UNITED STATES DISTRICT COURT EASTERN DISTRICT OF MICHIGAN SOUTHERN DIVISION
Jan 24, 2012
No. 09-14063 (E.D. Mich. Jan. 24, 2012)

Opinion

No. 09-14063

01-24-2012

MFS & COMPANY, LLC, Plaintiff, v. CATERPILLAR, INC., Defendant.


Hon. Gerald E. Rosen


OPINION AND ORDER PARTIALLY SETTING ASIDE THE MAGISTRATE

JUDGE'S ORDER AND GRANTING DEFENDANT'S MOTION

TO CONDUCT ADDITIONAL DISCOVERY


I. INTRODUCTION

On November 19, 2010, Magistrate Judge Hluchaniuk issued an order disposing of seven separate discovery motions. Defendant timely objected to part of the Magistrate Judge's order. Subsequently, Defendant also filed a related motion to conduct additional discovery. Having reviewed the parties' briefs and the record, the Court finds that the pertinent allegations and legal arguments are sufficiently addressed in these materials and that oral argument would not assist in the resolution of this motion. Accordingly, the Court will decide Defendant's motions "on the briefs." See E. D. Mich. LR 7.1(f)(2). The Court's opinion and order is set forth below.

II. FACTUAL BACKGROUND

This case centers on a contract dispute involving a minimum purchase contract for engine parts. A detailed account of the parties' dispute is available in the Court's prior opinion addressing cross-motions for summary judgment. See MFS & Co., LLC v. Caterpillar, Inc., 09-14063, 2011 WL 4693897, at *1-*2 (E. D. Mich. Oct. 6, 2011). A brief summary will suffice for present purposes: Caterpillar, Inc. ("Defendant") had an extensive relationship with Cyltec, a company that manufactured engine components for Defendant's equipment. Cyltec eventually became insolvent, and MFS & Company LLC ("Plaintiff") received Cyltec's claims against Defendant as part of Cyltec's assignment for the benefit of creditors.

At issue is a minimum purchase contract entered into by Defendant, memorialized in a purchase order that was submitted to Cyltec. Plaintiff claims that Defendant breached the minimum purchase contract and induced Cyltec to make significant capital investments in preparation for performance of the contract. Defendant claims alternatively that no minimum purchase agreement existed, that Defendant did not breach any such agreement, or that Defendant was justified in breaching the agreement. The Court, in an opinion and order on the parties' cross-motions for summary judgment, determined that a minimum purchase contract indeed existed. The Court also considered other claims made by the parties, including a number of affirmative defenses proffered by Defendant. While the Court struck many of Defendant's affirmative defenses, those that remain include anticipatory repudiation, insolvency, inability to perform, impossibility of performance, release, changed circumstances, and others.

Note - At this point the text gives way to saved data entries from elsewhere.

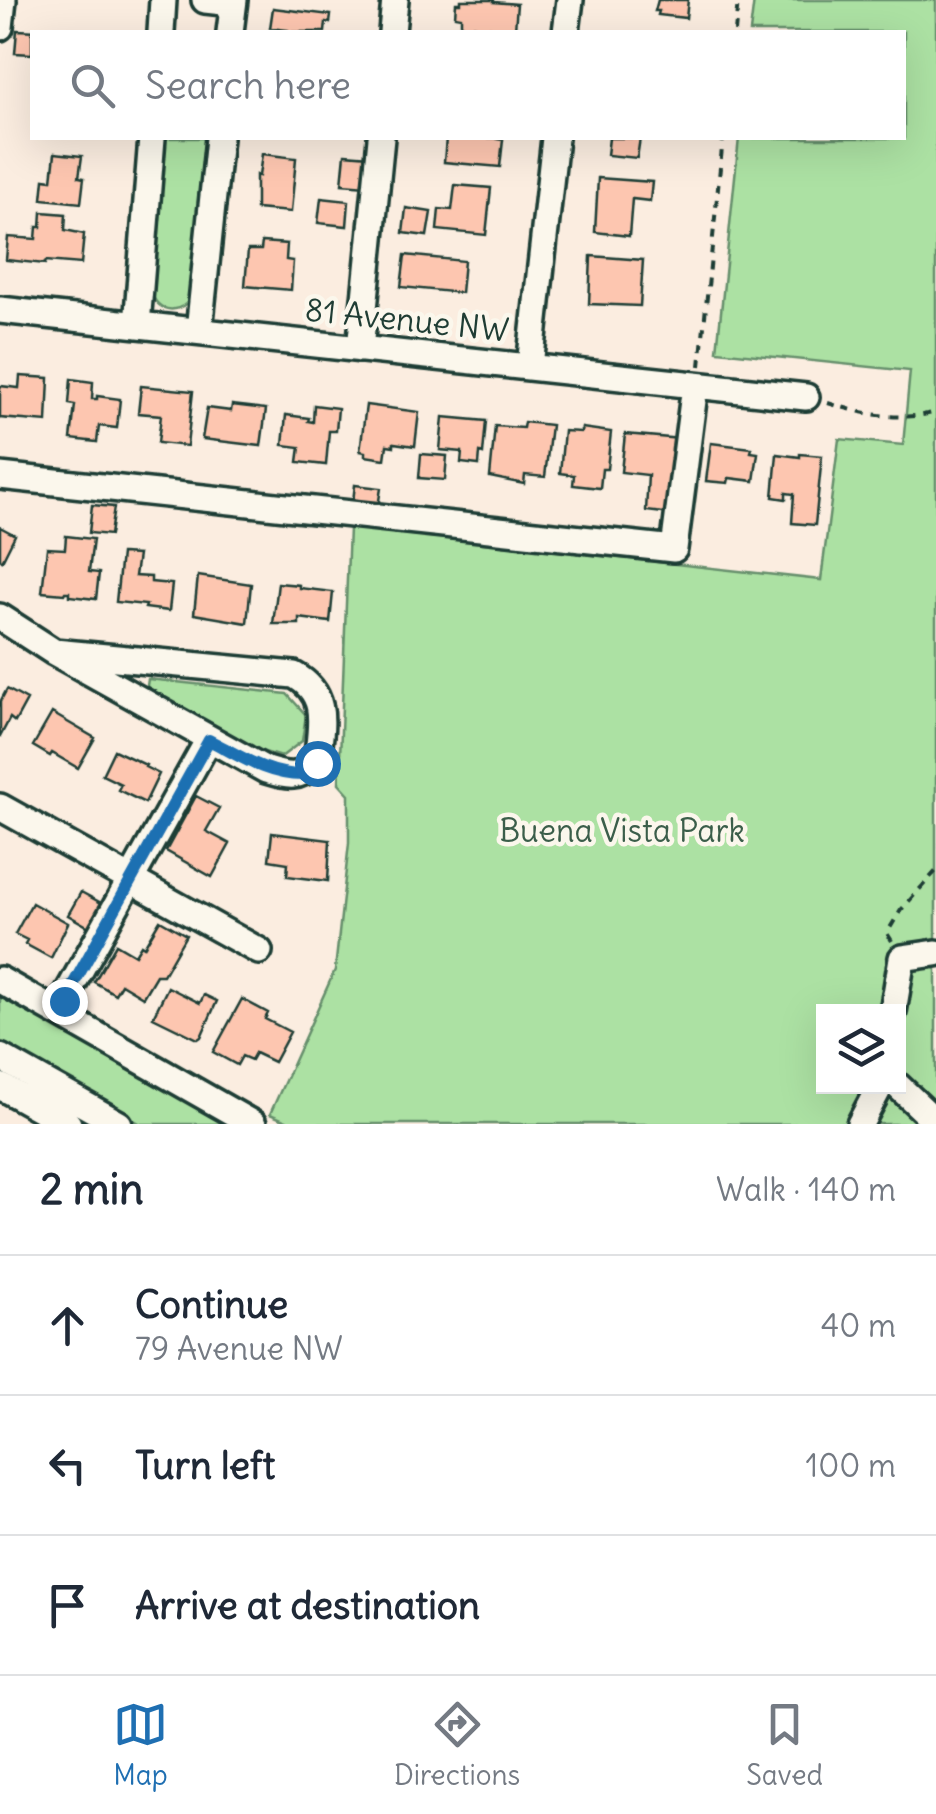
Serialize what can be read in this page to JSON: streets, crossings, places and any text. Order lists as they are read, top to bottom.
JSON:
{
  "streets": {
    "street": ["81 Avenue NW"]
  },
  "parks": ["Buena Vista Park"],
  "page": {
    "search": "Search here",
    "heading": ["2 min", "Walk · 140 m"],
    "list": [
      ["Continue", "79 Avenue NW", "40 m"],
      ["Turn left", "100 m"],
      "Arrive at destination"
    ],
    "nav": ["Map", "Directions", "Saved"]
  }
}
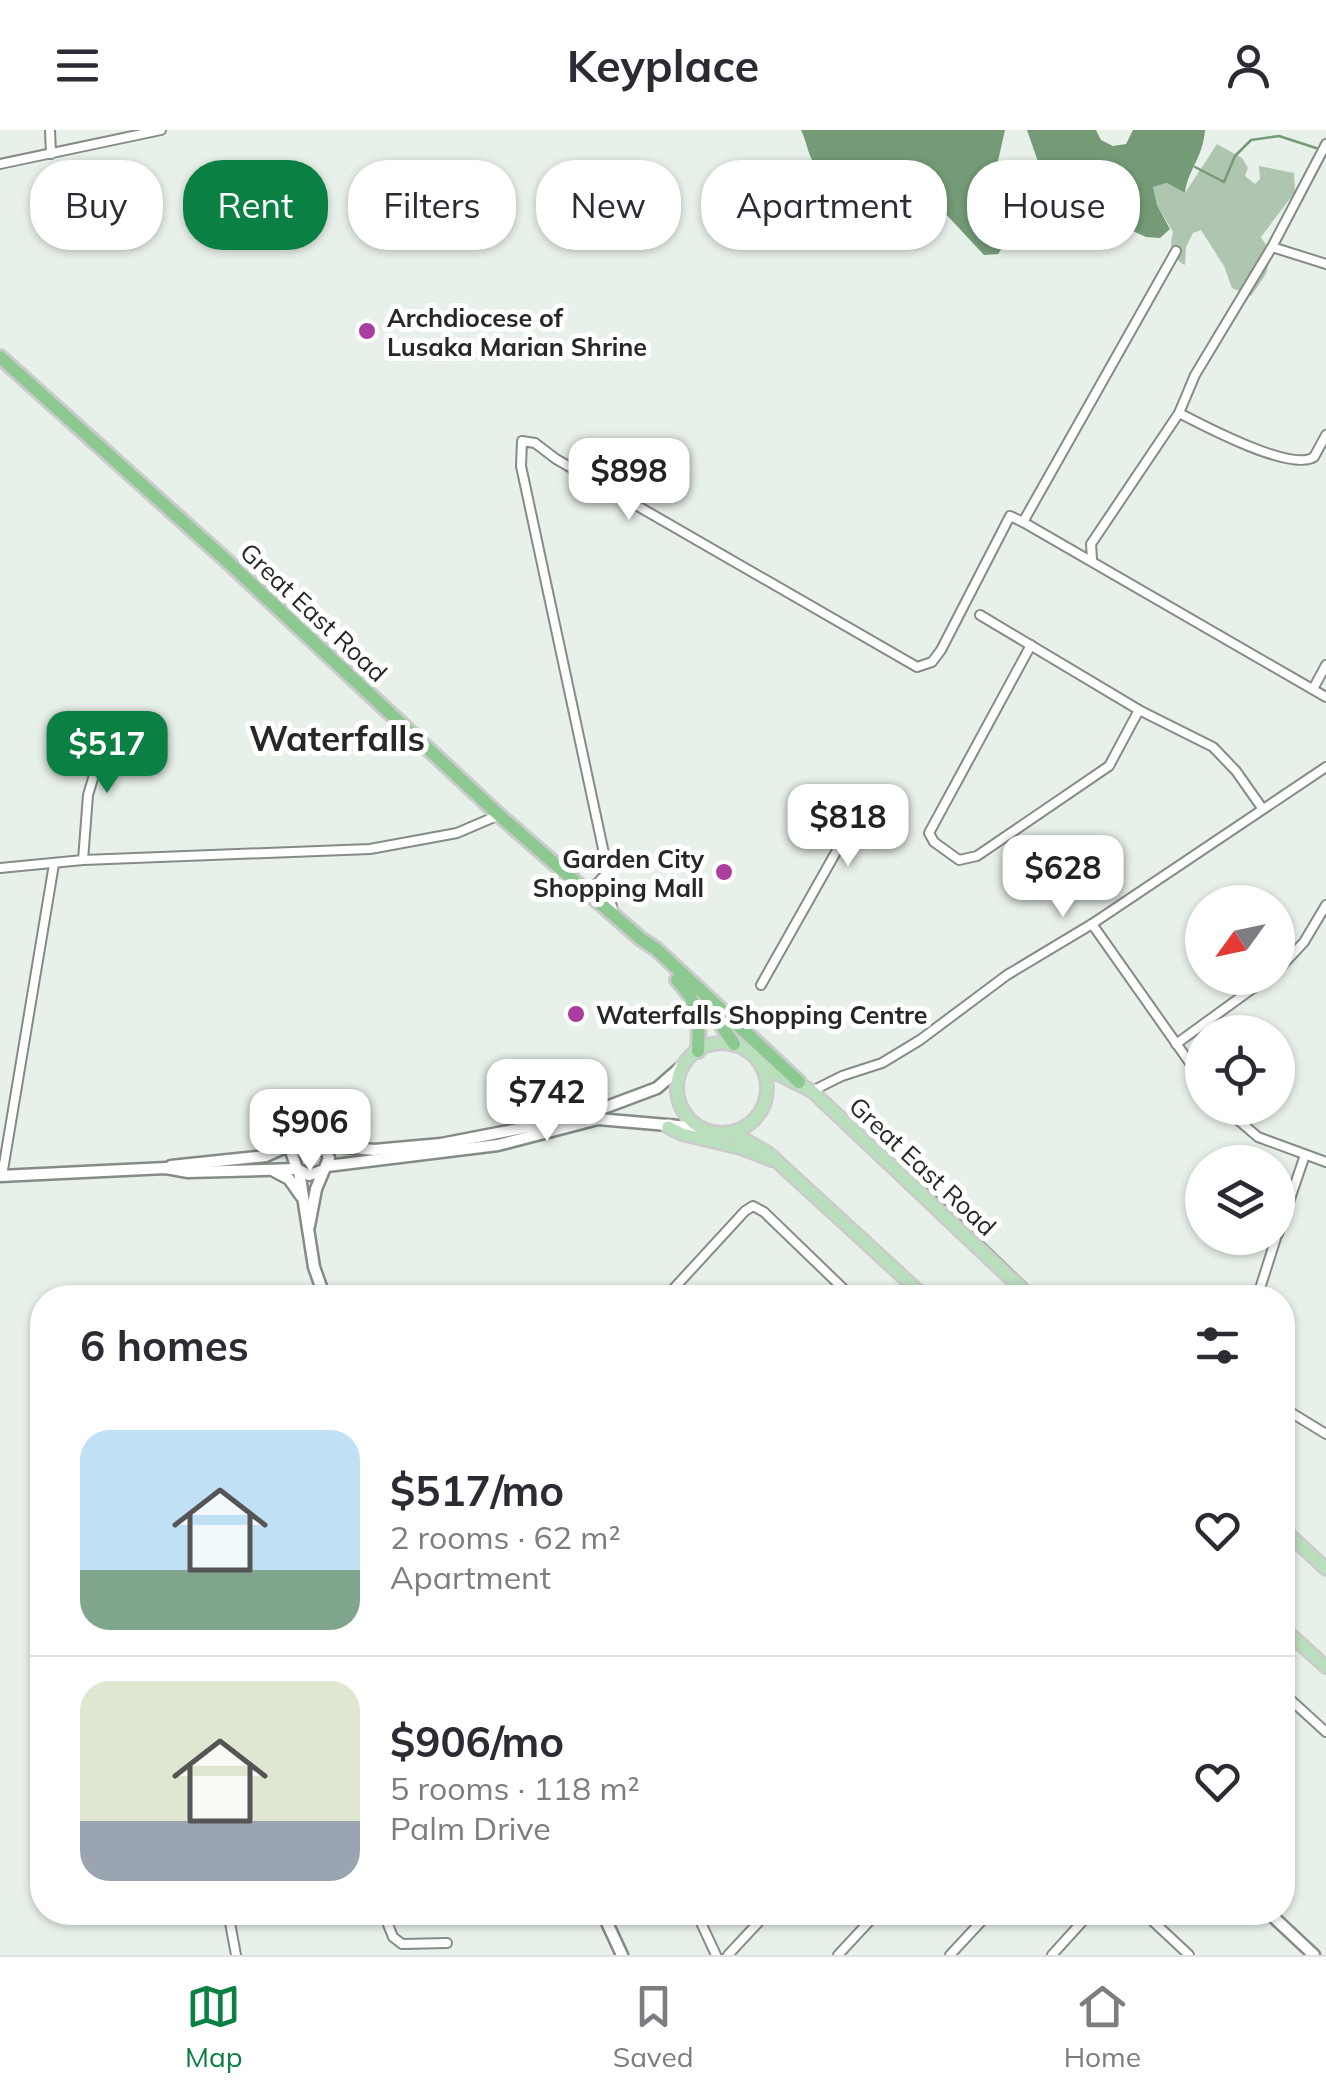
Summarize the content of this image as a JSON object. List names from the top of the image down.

As part of the discovery process, Defendant issued a number of subpoenas seeking documents and communications that reflected Cyltec's financial condition prior to its assignment for the benefit of creditors, as well as transactions that Cyltec engaged in prior to insolvency. Defendant claims that these documents shed light on a number of transactions made between Cyltec and other companies not long before insolvency. Defendant also argues that these records will provide a clearer picture of Cyltec's progression towards insolvency, in hopes of mitigating Defendant's liability. Plaintiff resisted the subpoenas and Defendant's motions to compel by filing corresponding motions to quash. The Court referred these disputes to Magistrate Judge Hluchaniuk, who held a hearing and ultimately issued an order disposing of the parties' motions.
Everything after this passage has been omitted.